たった0.1%の金利差でも返済額に大きな差が出るので、その事実は利用する前に知っておく必要があります。
ただし、住宅ローンは大半が元利均等返済方式となっており、毎月の返済額は一定です。
そのため万が一金利が上がっても、すぐには困らないので焦る必要がありません。
元利均等返済方式ともう一つの返済方式である元金均等返済方式については、以下の表をご覧ください。
2つの返済方式 | 概要 |
---|---|
元利均等返済方式 | 元金と借り入れした金額に対して、発生する利息を合わせて均等に返済していく返済方法で、毎月の返済額が常に同じ金額になる。 |
元金均等返済方式 | 元金のみを均等に返済する返済方法で、毎月の返済額は住宅ローン残高が減ることで利息額も減る。 |
変動金利で金利が上がった時のリスク
変動金利を選び、返済中に金利が上がると支払う利息は増えます。
では、ここで30年ローンを組み、返済15年目から金利0.5%から0.8%に上がった場合のシミュレーションをしてみましょう。
金利 | 0.5% ⇒ 0.8% |
---|---|
借入額 | 5,000万円 |
返済期間 | 35年(返済15年目から金利上昇) |
返済方法 | 元利均等返済 |
毎月返済額(1年目~14年目まで) | 89,756円 |
毎月返済額(15年目~完済まで) | 91,776円 |
年間返済額(1年目~14年目まで) | 1,077,072円 |
年間返済額(15年目~完済まで) | 1,101,312円 |
総返済額 | 32,675,760円 |
総利息額 | 2,675,760円 |
このように、毎月の返済額は2,000円程度上がり、年間の返済額は2万4,000円も増えています。
こうなると、なかなか元金が減らなくなるため、返済が大変になります。
金利が上がるのが心配。対策は?【すでに住宅ローン支払っている人編】
すでに住宅ローンを変動金利で組んでいる場合、どのようにして金利が上がるリスクに備えれば良いのでしょうか?
考えられる対策としては次の4つです。
変動金利で住宅ローンを組んでいる方ができる、金利上昇リスクへの備え方
まず、最も手間のかからない方法として挙げられるのが繰り上げ返済です。
お金に余裕がある時に少しでも多めに返済すれば、元金が減らせるので毎月の返済額も少なくなっていきます。

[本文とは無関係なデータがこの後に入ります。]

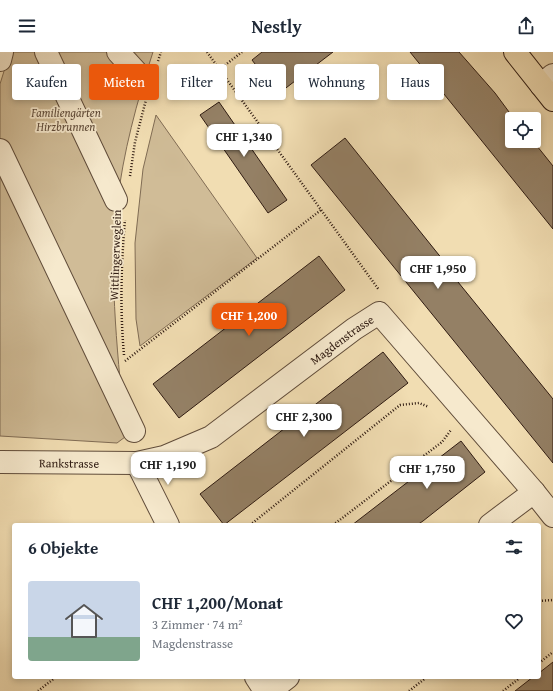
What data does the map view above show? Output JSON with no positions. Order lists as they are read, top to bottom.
{
  "streets": {
    "street": ["Magdenstrasse", "Rankstrasse"],
    "path": ["Wittlingerweglein"]
  },
  "crossings": [
    ["Magdenstrasse", "Rankstrasse"]
  ],
  "parks": ["Familiengärten Hirzbrunnen"],
  "page": {
    "header": "Nestly",
    "chip": [
      "Kaufen",
      "Mieten",
      "Filter",
      "Neu",
      "Wohnung",
      "Haus"
    ],
    "price": [
      "CHF 1,340",
      "CHF 1,950",
      "CHF 1,200",
      "CHF 2,300",
      "CHF 1,190",
      "CHF 1,750"
    ],
    "heading": "6 Objekte",
    "list": [
      {
        "name": "CHF 1,200/Monat",
        "note": "3 Zimmer · 74 m² · Magdenstrasse"
      }
    ]
  }
}
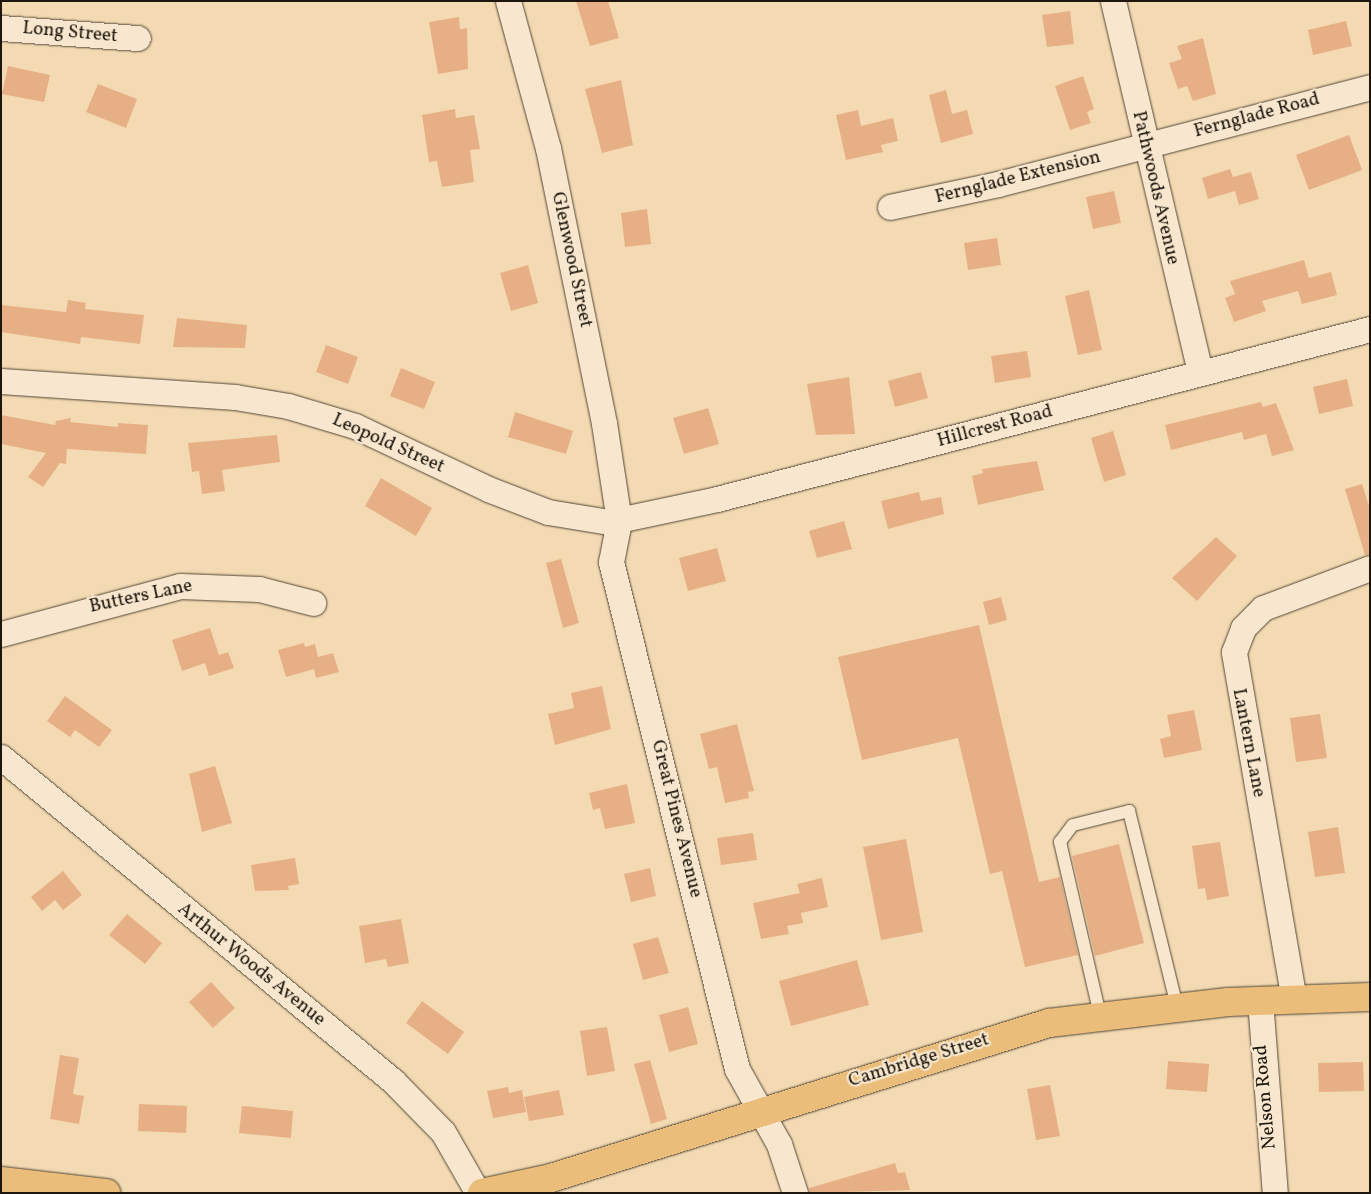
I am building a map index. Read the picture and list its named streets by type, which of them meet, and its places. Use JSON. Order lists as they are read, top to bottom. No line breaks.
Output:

また、日々金利の動向に注視していて金利が上がりそうだと感じたのなら、固定金利に切り替えるのも有効です。他にも、金利が安い住宅ローンを見つけたら、そっちに借り換える方法があります。
実際、各金融機関では住宅ローンの借り換えを対象としたサービスも提供しています。
借り換えによって大幅に金利が下がるケースもあるので、ぜひ色々な金融機関を比較してみてください。あとの対策としては、転職や副業などで年収アップを狙うことです。
年収が上がれば、今の支払額でも負担は軽く感じるようになるでしょう。
金利が上がるのが心配。対策は?【住宅ローン検討段階の人編】
これから住宅ローンを組むにあたり、金利が上がるのが心配な場合は、どのような対策を講じれば良いでしょうか?
考えられる対策は次の3つです。
これから住宅ローンを組みたい方ができる、金利上昇リスクへの備え方
まず考えられるのは固定金利を選ぶことです。
最初から固定金利を選んでしまえば、金利が上がるのを心配する必要がなくなります。
ただし、平均金利は変動金利の方が低いため、トータルの返済額は固定金利の方が高くなるでしょう。
返済額が高くなるのは嫌だけど、金利が上がるのは心配という方は、頭金をなるべく多く入れるようにしてください。
利息は元金に対して計算されるので、頭金を多く入れて借入額を減らせば、それだけ毎月の返済額は少なくなります。
あとは、転職や副業などで年収を増やすことです。
年収が増えてお金に余裕が生まれれば、金利が上がっても無理せずに返済ができるでしょう。
昇給に関わる実績を残したり、ベースアップが見込める資格や技能検定を受けたりするのもおすすめです。
住宅ローンをすでに変動金利で組んでいる人は動向に注目!
今回は、住宅ローンの変動金利について解説しました。
近年、日本は低金利となっており、変動金利の方が固定金利より平均値が低い状態です。
合計の利息だけを考えるなら、変動金利を選ぶ方が良いでしょう。
しかし、変動金利は一時的な金利の上昇によって、毎月の返済額が増える恐れがあります。
その事態を想定しておらず安易に変動金利を選ぶと、「金利が上がって今月の支払いが苦しい」といった事態に陥るかもしれません。
変動金利を選ぶなら万が一金利が上がって返済額が増えても、それに対応できるだけの金銭的な余裕を持つようにしてください。